# TODO
- [ ] Try other tokenizers [The TensorFlow Text library also implements various tokenization strategies, including WordPiece8 (a variant of BPE) https://medium.com/tensorflow/introducing-tf-text-438c8552bd5e]
- [ ] Handle Emoticons
- [ ] Handle Emojis
'🙂'.encode()
b'\xf0\x9f\x98\x82\xf0\x9f\x98\x82\xf0\x9f\x98\x82\xf0\x9f\x98\x82'.decode()

In [1]:
import tensorflow as tf
import numpy as np 
import random 
random.seed(0)
tf.random.set_seed(0)
np.random.seed(0)
tf.keras.utils.set_random_seed(0)

In [36]:
with open('./Data/neg_u_13k.csv') as f:
    neg_lines = f.readlines()
with open('./Data/neu_u_13k.csv') as f:
    neu_lines = f.readlines()
with open('./Data/pos_u_13k.csv') as f:
    pos_lines = f.readlines()

neg_tweets = [ i[2:-2] for i in neg_lines ]
neu_tweets = [ i[2:-2] for i in neu_lines ]
pos_tweets = [ i[2:-2] for i in pos_lines ]

tweets = neg_tweets + neu_tweets + pos_tweets

emoji_list1 = [':)', ':-)', ':p', ':P', ':-p', ':-P', ':b', ':D', ":')", ":'-)", ':3', '<3', ':]', '=)', 'xD', 'XD', '8D', '=D', ':*', ':-*', ':x', ';)', ';-)', '^_^']
emoji_list2 = [':(', ':-(', ":'(",':O', ':o', ':c', ':C', "D-':",'D:<','D:','D8','D;','D=','DX', ':\\', '=/', '=\\', ':X', ':$']

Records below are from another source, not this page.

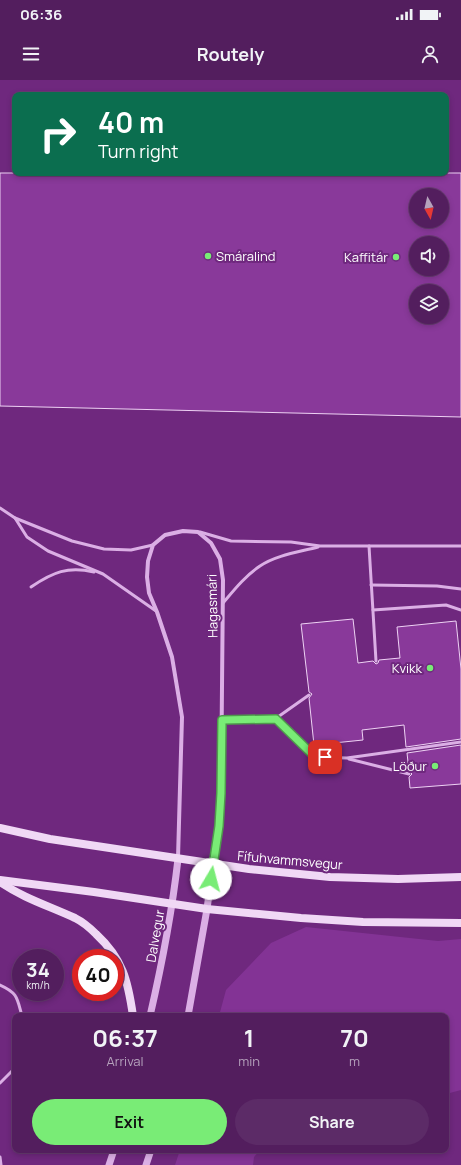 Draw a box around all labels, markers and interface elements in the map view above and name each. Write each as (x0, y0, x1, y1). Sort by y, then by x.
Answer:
text: 06:36 (20, 4, 62, 25)
text: Routely (197, 42, 264, 66)
icon: menu (20, 43, 42, 65)
icon: person (419, 43, 441, 65)
text: 40 m (98, 103, 164, 141)
icon: right (32, 108, 84, 160)
text: Turn right (98, 139, 179, 163)
north arrow (409, 188, 449, 228)
map controls (409, 188, 449, 324)
button: sound (409, 236, 449, 276)
place label: Smáralind (216, 247, 275, 265)
place label: Kaffitár (344, 248, 388, 266)
marker: Smáralind (203, 251, 213, 261)
marker: Kaffitár (391, 252, 401, 262)
button: layers (409, 284, 449, 324)
street label: Hagasmári (202, 574, 222, 638)
place label: Kvikk (392, 659, 423, 677)
marker: Kvikk (425, 663, 435, 673)
pin (308, 740, 342, 774)
icon: arrive (314, 746, 336, 768)
place label: Löður (393, 757, 427, 775)
marker: Löður (430, 761, 440, 771)
street label: Fífuhvammsvegur (237, 846, 344, 874)
position arrow (190, 858, 232, 900)
street label: Dalvegur (142, 908, 169, 964)
speed limit sign: 40 (72, 949, 124, 1001)
text: 34 (26, 956, 50, 983)
text: km/h (26, 978, 50, 992)
text: 06:37 (92, 1021, 158, 1054)
text: 1 (244, 1021, 254, 1054)
text: 70 (340, 1021, 369, 1054)
text: Arrival (107, 1052, 144, 1070)
text: min (238, 1052, 260, 1070)
text: m (349, 1052, 360, 1070)
button: Exit (32, 1099, 227, 1145)
button: Share (235, 1099, 429, 1145)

# cleanup and transformation
import emoji 

import nltk
from nltk.stem import PorterStemmer
nltk.download('wordnet')
stemmer = PorterStemmer()

def handle_emoticon_and_emoji(tweet):

    # converting emoticons to happy/sad
    for i in emoji_list1:
      tweet = tweet.replace(i, ' happy ')
    for i in emoji_list2:
      tweet = tweet.replace(i, ' sad ')

    # converting emojis to text and sepatating them
    tokens = tweet.split()
    emoji_tokens = []
    for index, token in enumerate(tokens):
      if token.startswith('\\'):
        try:
          transformed_emoji = emoji.demojize(token.encode().decode('unicode_escape').encode('latin').decode()).replace('::', ': :')
          tokens[index] = transformed_emoji
        except:
          pass

    tokens.extend(emoji_tokens)
    return tokens


for index, tweet in enumerate(tweets):
    
    tokens = tweet.split()

    stemmed_tweet = " ".join([stemmer.stem(token) for token in tokens])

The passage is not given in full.